Nitrate Nonutilizing Mutants of Fusarium oxysporum and Their Use in Vegetative Compatibility Tests. J. C. Correll, Postdoctoral research associate, Department of Plant Pathology, Throckmorton Hall, Kansas State University, Manhattan 66506, Present address: Department of Plant Pathology, University of California, Berkeley 94720; C. J. R. Klittich, and J. F. Leslie. Postdoctoral research associate, and Assistant professor, respectively Department of Plant Pathology, Throckmorton Hall, Kansas State University, Manhattan 66506. Phytopathology 77:1640-1646. Accepted for publication 24 June 1987. Copyright 1987 The American Phytopathological Society. DOI: 10.1094/Phyto-77-1640.

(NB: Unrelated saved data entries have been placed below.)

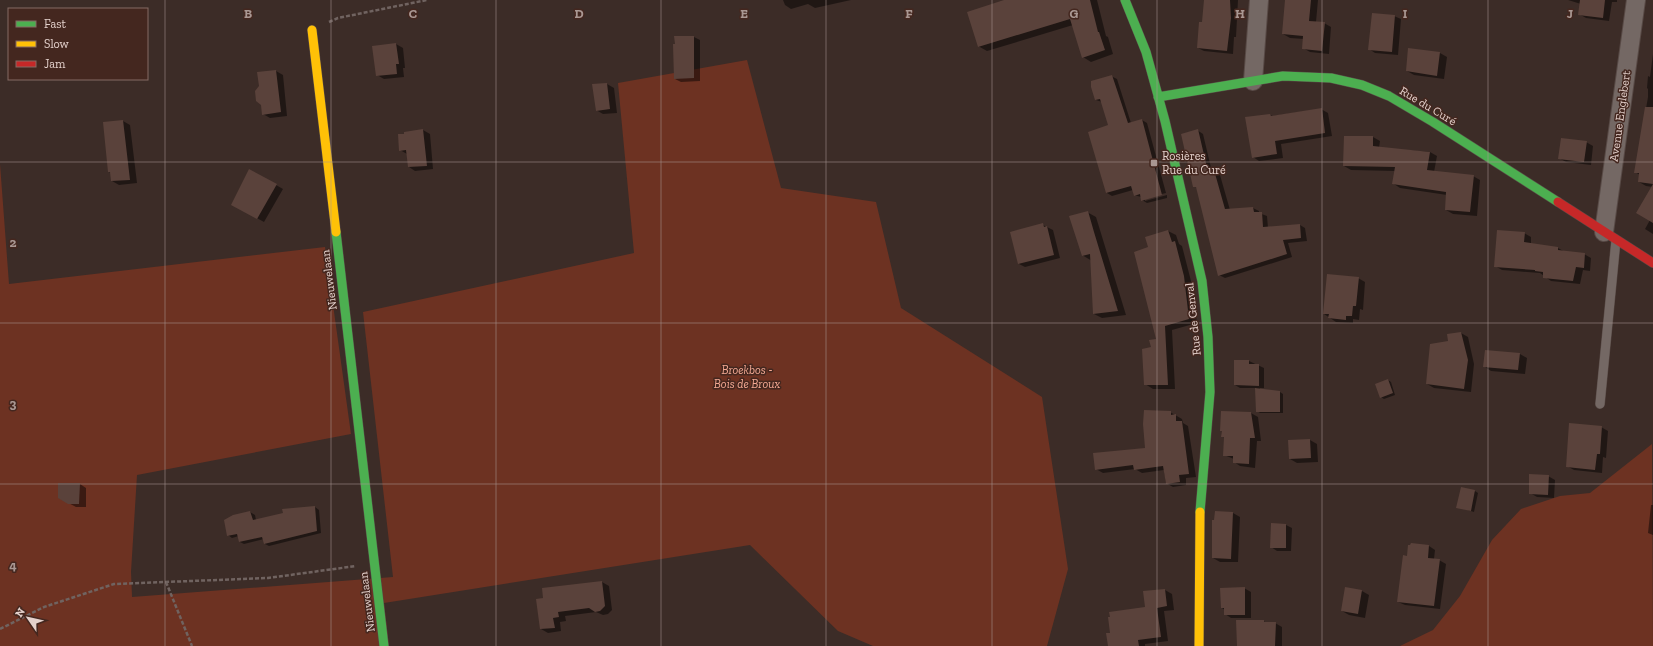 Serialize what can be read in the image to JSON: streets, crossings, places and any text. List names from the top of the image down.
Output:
{
  "streets": {
    "street": [
      "Rue du Curé",
      "Avenue Englebert",
      "Nieuwelaan",
      "Rue de Genval"
    ]
  },
  "crossings": [
    ["Rue du Curé", "Avenue Englebert"],
    ["Rue du Curé", "Rue de Genval"]
  ],
  "parks": ["Broekbos - Bois de Broux"],
  "places": {
    "transit": ["Rosières Rue du Curé"]
  },
  "legend": ["Fast", "Slow", "Jam"],
  "north": "top left",
  "grid": {
    "columns": [
      "B",
      "C",
      "D",
      "E",
      "F",
      "G",
      "H",
      "I",
      "J"
    ],
    "rows": ["2", "3", "4"]
  }
}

Over 1,300 nitrate nonutilizing (nit) mutants were recovered from seven strains of Fusarium oxysporum cultured on two media, potato-dextrose agar or minimal agar, amended with 1.5% potassium chlorate. The mutants could be divided into three phenotypic classes by their growth on supplemented minimal agar medium. These classes presumably reflect mutations at a nitrate reductase structural locus (nit1), a nitrate-assimilation pathway-specific regulatory locus (nit3), and loci (at least five) that affect the assembly of a molybdenum-containing cofactor necessary for nitrate reductase activity (NitM). Nit mutants in each phenotypic class were recovered from each of the seven strains of F. oxysporum tested. The majority (59–96%) of nit mutants recovered were nit1 mutants. With all seven strains, nit3 and NitM mutants were recovered at a much higher frequency from minimal agar medium amended with chlorate than from potato-dextrose agar amended with chlorate. For six of the seven strains, physiological complementation occurred (as a result of heterokaryon formation) between the different nit mutant phenotypes derived from the same parental strain. Complementation also was observed between some nit mutants with the same phenotype. No complementation was observed between any of the nit mutants recovered from a strain of F. o. f. sp. melonis; this strain has been designated "heterokaryon self-incompatible." The phenotypes of complementary nit mutants (arbitrarily designated nitA and nitB) recovered by other workers in three previous studies also were determined. Neither the nitA nor the nitB mutants corresponded to a particular mutant phenotype; all three phenotypes were found among the nitA and nitB mutants. With the exception of the heterokaryon self-incompatible strain, all nit1 and nit3 mutants from an individual strain readily complemented the NitM mutants derived from the same strain. The NitM mutants form heterokaryons rapidly and reliably and should be used as one of the nit mutant testers to identify the vegetative compatibility group to which isolates of F. oxysporum belong. Several procedures should expedite the screening of natural populations of F. oxysporum for vegetative compatibility.